Each record must reappear in the answer exactly as it is written.

(Dataset Opens)

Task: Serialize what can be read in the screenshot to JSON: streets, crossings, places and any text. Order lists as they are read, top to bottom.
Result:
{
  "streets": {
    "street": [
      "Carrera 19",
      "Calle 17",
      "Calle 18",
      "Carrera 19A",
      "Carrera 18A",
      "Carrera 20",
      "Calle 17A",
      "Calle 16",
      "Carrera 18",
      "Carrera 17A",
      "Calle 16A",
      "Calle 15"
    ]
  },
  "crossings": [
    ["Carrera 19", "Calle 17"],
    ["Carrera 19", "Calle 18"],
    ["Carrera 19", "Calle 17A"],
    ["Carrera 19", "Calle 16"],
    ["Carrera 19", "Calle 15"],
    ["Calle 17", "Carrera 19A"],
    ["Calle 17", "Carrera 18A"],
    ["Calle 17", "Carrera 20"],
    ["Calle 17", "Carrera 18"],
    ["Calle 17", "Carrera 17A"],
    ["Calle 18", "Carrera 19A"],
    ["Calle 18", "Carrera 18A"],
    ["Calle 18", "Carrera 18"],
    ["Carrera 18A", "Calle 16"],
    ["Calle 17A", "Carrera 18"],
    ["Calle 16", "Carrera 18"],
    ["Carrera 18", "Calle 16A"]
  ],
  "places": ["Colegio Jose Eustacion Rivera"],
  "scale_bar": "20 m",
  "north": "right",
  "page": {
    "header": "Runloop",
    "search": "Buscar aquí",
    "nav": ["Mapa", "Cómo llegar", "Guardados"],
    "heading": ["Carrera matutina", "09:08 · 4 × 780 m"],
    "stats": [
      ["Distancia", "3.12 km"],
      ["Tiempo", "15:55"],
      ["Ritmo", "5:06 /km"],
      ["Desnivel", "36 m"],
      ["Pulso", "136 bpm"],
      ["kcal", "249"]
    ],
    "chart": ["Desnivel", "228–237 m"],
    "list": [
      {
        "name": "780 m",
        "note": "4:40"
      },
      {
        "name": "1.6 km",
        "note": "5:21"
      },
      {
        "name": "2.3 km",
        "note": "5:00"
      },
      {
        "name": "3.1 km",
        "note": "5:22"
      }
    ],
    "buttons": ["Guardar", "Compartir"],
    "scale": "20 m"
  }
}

(Dataset Closes)

## Exercise output:
Task: Serialize what can be read in the screenshot to JSON: streets, crossings, places and any text. Order lists as they are read, top to bottom.
Result:
{
  "streets": {
    "street": [
      "Carrera 19",
      "Calle 17",
      "Calle 18",
      "Carrera 19A",
      "Carrera 18A",
      "Carrera 20",
      "Calle 17A",
      "Calle 16",
      "Carrera 18",
      "Carrera 17A",
      "Calle 16A",
      "Calle 15"
    ]
  },
  "crossings": [
    ["Carrera 19", "Calle 17"],
    ["Carrera 19", "Calle 18"],
    ["Carrera 19", "Calle 17A"],
    ["Carrera 19", "Calle 16"],
    ["Carrera 19", "Calle 15"],
    ["Calle 17", "Carrera 19A"],
    ["Calle 17", "Carrera 18A"],
    ["Calle 17", "Carrera 20"],
    ["Calle 17", "Carrera 18"],
    ["Calle 17", "Carrera 17A"],
    ["Calle 18", "Carrera 19A"],
    ["Calle 18", "Carrera 18A"],
    ["Calle 18", "Carrera 18"],
    ["Carrera 18A", "Calle 16"],
    ["Calle 17A", "Carrera 18"],
    ["Calle 16", "Carrera 18"],
    ["Carrera 18", "Calle 16A"]
  ],
  "places": ["Colegio Jose Eustacion Rivera"],
  "scale_bar": "20 m",
  "north": "right",
  "page": {
    "header": "Runloop",
    "search": "Buscar aquí",
    "nav": ["Mapa", "Cómo llegar", "Guardados"],
    "heading": ["Carrera matutina", "09:08 · 4 × 780 m"],
    "stats": [
      ["Distancia", "3.12 km"],
      ["Tiempo", "15:55"],
      ["Ritmo", "5:06 /km"],
      ["Desnivel", "36 m"],
      ["Pulso", "136 bpm"],
      ["kcal", "249"]
    ],
    "chart": ["Desnivel", "228–237 m"],
    "list": [
      {
        "name": "780 m",
        "note": "4:40"
      },
      {
        "name": "1.6 km",
        "note": "5:21"
      },
      {
        "name": "2.3 km",
        "note": "5:00"
      },
      {
        "name": "3.1 km",
        "note": "5:22"
      }
    ],
    "buttons": ["Guardar", "Compartir"],
    "scale": "20 m"
  }
}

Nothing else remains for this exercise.